1.1 Lens imperfections

  1. What are lens imperfections?
  • Ideal lens: A point maps to a point at a certain plane.
  • Real lens: A point maps to a circle that has non-zero minimum radius among all plans. The blur kernel is shift-invariant.
  1. What causes lens imperfections?
  • Aberrations, e.g. Chromatic aberration, spherical aberration, and oblique aberrations. Note: oblique aberrations is not shift-invariant.

  • Diffraction, e.g. small aperture, and large aperture.

  1. We condiser lens as a low-pass filter, and we call it point spread function (PSF). The fourier transform of PSF is optical transform function (OTF), which is equatl to aperture shape.

2. Non-blind Deconvolution

The image sensing model is defined as

\[\begin{equation} y = x\ast b + n \end{equation}\]

where $y$ denotes an observed blurry image, $x$ is the latent image and $b$ represents the blur kernel. $\ast$ denotes the convolution operator.

2.1 Inverse Filter

First of all, we consider the smplest case that noise is free in the image sensing model, i.e. $y = x \ast b$. If the kernel information $b$ and the blurry image $bm{y}$ are given, how can we recover the latent image $x$? (Fourier transform)

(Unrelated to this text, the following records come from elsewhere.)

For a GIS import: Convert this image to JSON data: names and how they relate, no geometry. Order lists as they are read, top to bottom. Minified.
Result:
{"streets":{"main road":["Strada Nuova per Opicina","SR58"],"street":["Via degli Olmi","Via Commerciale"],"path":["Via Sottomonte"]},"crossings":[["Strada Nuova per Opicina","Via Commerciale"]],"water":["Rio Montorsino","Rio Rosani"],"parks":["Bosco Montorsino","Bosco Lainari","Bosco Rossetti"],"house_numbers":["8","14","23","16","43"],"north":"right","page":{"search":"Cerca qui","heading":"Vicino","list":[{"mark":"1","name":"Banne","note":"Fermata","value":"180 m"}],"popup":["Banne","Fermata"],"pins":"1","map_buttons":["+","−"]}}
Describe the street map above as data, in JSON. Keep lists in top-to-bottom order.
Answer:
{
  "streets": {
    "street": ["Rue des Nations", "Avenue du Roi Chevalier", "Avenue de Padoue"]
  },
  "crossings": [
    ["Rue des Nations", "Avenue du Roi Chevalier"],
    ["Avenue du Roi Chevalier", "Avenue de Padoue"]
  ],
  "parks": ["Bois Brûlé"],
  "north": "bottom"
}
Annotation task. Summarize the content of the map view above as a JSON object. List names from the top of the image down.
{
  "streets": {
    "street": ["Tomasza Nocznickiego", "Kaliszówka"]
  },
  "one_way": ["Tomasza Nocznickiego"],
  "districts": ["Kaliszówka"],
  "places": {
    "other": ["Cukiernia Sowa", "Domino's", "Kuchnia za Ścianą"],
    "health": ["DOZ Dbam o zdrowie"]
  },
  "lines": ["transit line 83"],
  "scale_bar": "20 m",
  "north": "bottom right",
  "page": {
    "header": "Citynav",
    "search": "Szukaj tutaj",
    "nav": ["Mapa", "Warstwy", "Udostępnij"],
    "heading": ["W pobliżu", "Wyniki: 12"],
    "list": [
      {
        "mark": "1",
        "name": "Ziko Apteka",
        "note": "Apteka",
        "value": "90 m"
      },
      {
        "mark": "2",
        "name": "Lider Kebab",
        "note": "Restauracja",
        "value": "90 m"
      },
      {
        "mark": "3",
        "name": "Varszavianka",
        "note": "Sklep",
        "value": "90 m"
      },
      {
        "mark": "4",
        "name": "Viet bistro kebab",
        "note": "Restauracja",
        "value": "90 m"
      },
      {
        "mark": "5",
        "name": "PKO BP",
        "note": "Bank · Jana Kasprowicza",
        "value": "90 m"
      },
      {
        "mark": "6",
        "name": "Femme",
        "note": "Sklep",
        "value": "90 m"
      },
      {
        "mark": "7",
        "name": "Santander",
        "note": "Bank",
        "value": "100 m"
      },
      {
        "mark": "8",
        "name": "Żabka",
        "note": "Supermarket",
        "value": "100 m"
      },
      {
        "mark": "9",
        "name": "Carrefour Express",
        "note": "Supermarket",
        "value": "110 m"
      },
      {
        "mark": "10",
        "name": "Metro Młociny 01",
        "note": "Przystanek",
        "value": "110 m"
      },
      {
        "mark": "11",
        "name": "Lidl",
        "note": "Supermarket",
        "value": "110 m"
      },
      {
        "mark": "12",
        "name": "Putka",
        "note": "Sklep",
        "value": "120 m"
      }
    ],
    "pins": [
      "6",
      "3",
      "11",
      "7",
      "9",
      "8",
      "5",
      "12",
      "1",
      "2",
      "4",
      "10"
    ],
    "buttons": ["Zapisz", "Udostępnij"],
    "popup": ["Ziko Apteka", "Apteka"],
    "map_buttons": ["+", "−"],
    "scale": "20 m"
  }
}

\[\begin{equation} Y = X\cdot B \end{equation}\]

where $Y=\mathcal{F}(y), X=\mathcal{x}, B=\mathcal{b}$, and $\mathcal{F}(\cdot)$ reprents the Fourier transform. Therefore, we can directly obtain the latent image $x$ by

\[\begin{equation} x = \mathcal{F}^{-1}\lbrace \frac{Y}{b}\rbrace \end{equation}\]

Limitation: the inverse filter is very sensitive to the noise in the image. In other words, if the observed blurry image contains noise, the inverse filter leads to a poor result.

2.2. Winer Filter

In this case, we consider the noise in the image sensing model, i.e. $y = x\ast b + n$. The Fourier transform of the image sensing model is $Y=X\cdot B$.

Problem statements: Find function $H(\omega)$ that minimizes expected error in Fourier domain.

\[\begin{equation} \min_{H}\, \mathbb{E}[\Arrowvert X-HY\Arrowvert^{2}] \end{equation}\]

Expand the squares:

\[\begin{equation} \min_{H} \Arrowvert 1 - HB\Arrowvert \mathbb{E}[\Arrowvert X\Arrowvert^{2}] - 2(1 - HB)\mathbb{E}[XN] + \Arrowvert H\Arrowvert^{2}\mathbb{E}[\Arrowvert N\Arrowvert^{2}] \end{equation}\]

Assumption: 1. the latent image and noise are independent. It means that $\mathbb{E}[XN]=\mathbb{X}\mathbb{N}$

  1. the expectation of noise is zero, $\mathbb{E}[N] = 0$.


\[\begin{equation} \min_{H}\, \Arrowvert 1 - HB\Arrowvert^{2} \mathbb{E}[\Arrowvert X\Arrowvert^{2}] + \Arrowvert H\Arrowvert^{2}\mathbb{E}[\Arrowvert N\Arrowvert^{2}] \end{equation}\]

To solve this problem, take it detivative with respect to $H$ and set it to zero. We obtain:

\[\begin{equation} \begin{split} H &= \frac{B\mathbb{E}[\Arrowvert X\Arrowvert^{2}]}{C^{2}\mathbb{E}[\Arrowvert X\Arrowvert^{2}] + \mathbb{E}[\Arrowvert N\Arrowvert^{2}]} \\ &= \frac{B}{B+\frac{\mathbb{E}[\Arrowvert N\Arrowvert^{2}]}{\mathbb{E}[\Arrowvert X\Arrowvert^{2}]}} \end{split} \end{equation}\]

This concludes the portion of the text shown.